[Martin Taylor 951124 11:00]
Bill Powers (951123.1830 MST)
The problem, I think, is that you have in mind a conclusion, and you're
trying to set up assumptions that will lead there.
Why don't you just come right out and say what you're trying to prove,
and pick an example from real life to illustrate it?
I'm not trying to prove anything at all. I'm trying to illustrate the
connections among several different threads of discussion. I'm picking
illustrations that show the extreme conditions of certain problems, so
as to ease them into a continuity. I don't remember who it was that
introduced "error-free learning" into the discussion, but that's what
I'm trying to achieve, by making the different conditions as different
as possible, to reduce the likelihood that extraneous paths will be
followed.
The jacket-flipper whose ritual cannot be varied is one extreme of a
particular problem of loops completed through side-effects, Jack the cat
who will escape by side effects almost no matter what ritual he chooses
is the other extreme. How different will be their two possibilities for
turning the important side-effect into a perception that they will
deliberately control?
What happens with most rituals, even if performed with
the utmost exactness, is that they fail most of the time, but people
continue to have faith in them because they think they have no other way
of getting what they want.
You are right that most rituals don't achieve the desired results because
of anything in the ritual itself (though some do, and I did give a real life
example that you now ask for--willow-bark tea). However, I disagree that
people have faith in them because they have no other way to get what they
want. If that were the case, one would expect the rituals to be destroyed
by reorganization. We need some new postulate to explain why that doesn't
happen (a question to which we may return some day--I think it has to do
with language and the maintenance of cultural artifacts by the mechanism
I proposed in Durango 93).
In many rituals the desired result sometimes comes about for reasons
unrelated to the person's actions (and therefore the ritual is frozen in
the reorganization process as if the ritual truly worked). When rituals
don't work, having been incorporated into a person's organization, there
are often other means, which would allow the ritual not to be disorganized.

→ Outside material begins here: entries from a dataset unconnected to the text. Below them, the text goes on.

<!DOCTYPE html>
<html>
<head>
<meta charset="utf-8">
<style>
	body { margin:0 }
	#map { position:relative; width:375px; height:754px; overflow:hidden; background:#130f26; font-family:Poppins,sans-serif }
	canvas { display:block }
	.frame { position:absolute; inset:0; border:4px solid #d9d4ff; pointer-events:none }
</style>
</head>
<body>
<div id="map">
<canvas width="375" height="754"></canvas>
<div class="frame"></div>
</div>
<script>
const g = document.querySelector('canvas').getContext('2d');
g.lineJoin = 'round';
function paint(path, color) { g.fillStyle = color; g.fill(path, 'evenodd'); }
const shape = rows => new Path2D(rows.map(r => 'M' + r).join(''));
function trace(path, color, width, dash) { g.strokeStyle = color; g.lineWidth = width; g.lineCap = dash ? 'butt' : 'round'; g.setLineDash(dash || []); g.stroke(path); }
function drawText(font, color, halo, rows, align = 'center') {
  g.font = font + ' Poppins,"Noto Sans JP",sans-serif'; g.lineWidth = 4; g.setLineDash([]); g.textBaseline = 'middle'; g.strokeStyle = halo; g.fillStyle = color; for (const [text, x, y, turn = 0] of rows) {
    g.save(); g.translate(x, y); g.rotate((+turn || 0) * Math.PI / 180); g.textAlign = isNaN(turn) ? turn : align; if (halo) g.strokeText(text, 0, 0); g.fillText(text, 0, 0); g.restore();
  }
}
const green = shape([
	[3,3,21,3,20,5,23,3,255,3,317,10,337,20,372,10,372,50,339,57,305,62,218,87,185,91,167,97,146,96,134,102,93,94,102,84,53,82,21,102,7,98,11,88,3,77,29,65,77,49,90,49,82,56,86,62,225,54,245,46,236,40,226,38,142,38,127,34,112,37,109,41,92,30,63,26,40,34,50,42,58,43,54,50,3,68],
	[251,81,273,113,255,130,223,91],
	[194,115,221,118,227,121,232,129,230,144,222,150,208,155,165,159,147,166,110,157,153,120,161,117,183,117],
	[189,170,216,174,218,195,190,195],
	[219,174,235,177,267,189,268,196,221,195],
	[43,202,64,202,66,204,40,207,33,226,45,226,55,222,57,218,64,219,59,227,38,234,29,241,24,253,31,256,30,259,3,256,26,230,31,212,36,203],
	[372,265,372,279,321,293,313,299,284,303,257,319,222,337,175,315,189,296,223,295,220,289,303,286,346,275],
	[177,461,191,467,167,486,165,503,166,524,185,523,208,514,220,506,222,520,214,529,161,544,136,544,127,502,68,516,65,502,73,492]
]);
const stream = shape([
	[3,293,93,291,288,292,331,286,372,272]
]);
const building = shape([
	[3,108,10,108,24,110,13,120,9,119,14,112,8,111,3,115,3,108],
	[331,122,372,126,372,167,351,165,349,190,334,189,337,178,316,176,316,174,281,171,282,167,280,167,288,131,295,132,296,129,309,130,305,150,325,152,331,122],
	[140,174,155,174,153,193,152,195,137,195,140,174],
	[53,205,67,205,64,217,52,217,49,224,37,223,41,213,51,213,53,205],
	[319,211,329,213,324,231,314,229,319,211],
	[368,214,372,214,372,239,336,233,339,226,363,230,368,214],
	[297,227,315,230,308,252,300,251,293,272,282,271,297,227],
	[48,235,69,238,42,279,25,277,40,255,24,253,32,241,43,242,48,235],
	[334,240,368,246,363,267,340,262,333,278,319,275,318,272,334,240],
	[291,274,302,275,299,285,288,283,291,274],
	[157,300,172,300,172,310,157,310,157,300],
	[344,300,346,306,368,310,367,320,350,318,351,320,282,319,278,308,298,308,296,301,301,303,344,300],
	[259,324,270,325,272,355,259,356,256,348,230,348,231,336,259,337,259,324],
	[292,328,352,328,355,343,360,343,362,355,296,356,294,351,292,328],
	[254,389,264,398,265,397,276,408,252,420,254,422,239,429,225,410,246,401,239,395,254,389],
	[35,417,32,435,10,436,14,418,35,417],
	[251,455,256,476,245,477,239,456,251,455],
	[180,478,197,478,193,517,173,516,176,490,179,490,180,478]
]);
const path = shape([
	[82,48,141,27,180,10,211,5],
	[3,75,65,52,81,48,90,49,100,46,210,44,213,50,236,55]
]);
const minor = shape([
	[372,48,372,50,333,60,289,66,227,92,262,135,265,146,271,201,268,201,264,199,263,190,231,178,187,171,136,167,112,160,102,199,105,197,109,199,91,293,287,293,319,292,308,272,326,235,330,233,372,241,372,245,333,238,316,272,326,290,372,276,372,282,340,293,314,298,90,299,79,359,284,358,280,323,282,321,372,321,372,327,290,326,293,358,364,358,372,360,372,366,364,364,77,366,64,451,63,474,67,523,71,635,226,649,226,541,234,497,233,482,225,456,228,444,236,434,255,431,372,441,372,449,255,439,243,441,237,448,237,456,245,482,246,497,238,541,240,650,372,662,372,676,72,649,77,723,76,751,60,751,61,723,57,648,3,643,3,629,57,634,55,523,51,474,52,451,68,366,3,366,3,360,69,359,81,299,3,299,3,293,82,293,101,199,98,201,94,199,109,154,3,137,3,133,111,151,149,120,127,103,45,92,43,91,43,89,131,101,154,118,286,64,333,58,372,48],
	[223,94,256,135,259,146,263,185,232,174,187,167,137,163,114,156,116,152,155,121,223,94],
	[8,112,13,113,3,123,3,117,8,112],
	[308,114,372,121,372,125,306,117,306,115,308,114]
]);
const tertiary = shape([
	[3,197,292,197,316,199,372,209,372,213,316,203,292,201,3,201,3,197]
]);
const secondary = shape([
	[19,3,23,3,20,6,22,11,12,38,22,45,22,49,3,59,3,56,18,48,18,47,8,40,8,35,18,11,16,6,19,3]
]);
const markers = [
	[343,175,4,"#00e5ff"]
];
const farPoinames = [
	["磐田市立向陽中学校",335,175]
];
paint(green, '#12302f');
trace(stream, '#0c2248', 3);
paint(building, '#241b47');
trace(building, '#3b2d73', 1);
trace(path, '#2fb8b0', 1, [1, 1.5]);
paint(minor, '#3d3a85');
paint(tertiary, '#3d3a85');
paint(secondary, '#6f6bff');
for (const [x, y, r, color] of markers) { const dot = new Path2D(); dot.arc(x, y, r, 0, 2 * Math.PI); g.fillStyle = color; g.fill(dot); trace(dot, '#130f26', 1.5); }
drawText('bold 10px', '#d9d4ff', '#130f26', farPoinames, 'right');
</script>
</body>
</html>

And in humans, at least, imagination plays a role, which we can verbalize
in two phrases: "God willing" and "God helps those who help themselves."
If God is not currently willing, the ritual must be performed with more
emphasis, in the same way as a conflict often results in an increase of
the outputs of the conflicting control systems, before reorganization
eliminates the conflict.
When a side effect completes the action side of a high-level control loop,
it seems to me that there are two possible end points of the reorganization
process: (1) ritualizing, and (2) discovery (by which I mean discovering
a perception directly affected by the side-effect action, so that controlling
the new perception becomes a reorganized part of the high-level control
loop). When random changes in the action sequence (before it is ritualized)
are quite likely to maintain the useful side-effect, then discovery seems
to be a likely outcome, whereas (as in the jacket-flipper situation) when
random changes almost certainly eliminate the useful side-effect, the
result seems likely to be ritual.
But this isn't what I am "trying to prove." It is one aspect of tying
together several different threads by the use of intersecting examples.
Real life is often more complicated than the examples, and complicated
examples lead in more directions than is fruitful for particular
discussions, even when the connection between the simple and the
complicated situations is quite smooth and direct.
Jack the cat scientist is like an S-R psycholgist, but the S-R psychologist
is a much more complex case. Jack's situation is understandable, and
at least in principle wholly predictable from PCT. But if Jack had a
whole slew of interacting sticks, buttons, pulleys and levers that he
could use in a ritual that worked 30% of the time, his behaviour would
probably be both less predictable and more ritualized. When Jack leaves
his ritual, his success rate drops, so why leave the ritual? (or to put it
in more mechanistic terms, behaviour that differs from the ritual is
more likely to be reorganized away than the sometimes successful ritual
behaviour).
It takes Jill the kitten to find the piece of connecting rod that moves the
latch, and Jill doesn't need Jack's ritual if she is to escape. But Jack
will probably keep telling Jill that she has to follow the ritual or she'll
never learn anything.
Perhaps the problem you're dealing with is imaginary.
Of course it is. That's what science is about, isn't it? How did Jill find
the effective connection to the latch without imagining the possibility?
How did you develop PCT other than by imagining the problem?
The relation between religion and science is not an imaginary problem. It
is coming to the fore in the politics of many nations, not least the USA.
I think PCT has something to say about where this unnecessary conflict
comes from, in a quite direct way. But that's not "what I am trying to
prove" because I am trying, not to "prove" anything, but to illustrate
and explore a great deal, of which this issue falls out as a by-product.
"Explore" is the key word. I got into this thread about Thorndike's cat
because nobody had mentioned the stereotyped nature of the cat's actions,
and because I had a vague puzzlement in my mind. As we, together, explore
the different changes in the situation, the issues and linkages have become
much clearer. The exploration seems to me to be well worthwhile continuing,
and not only in the direction emphasized in this message. I hope that
you think so, too, and that others will start to contribute to this thread.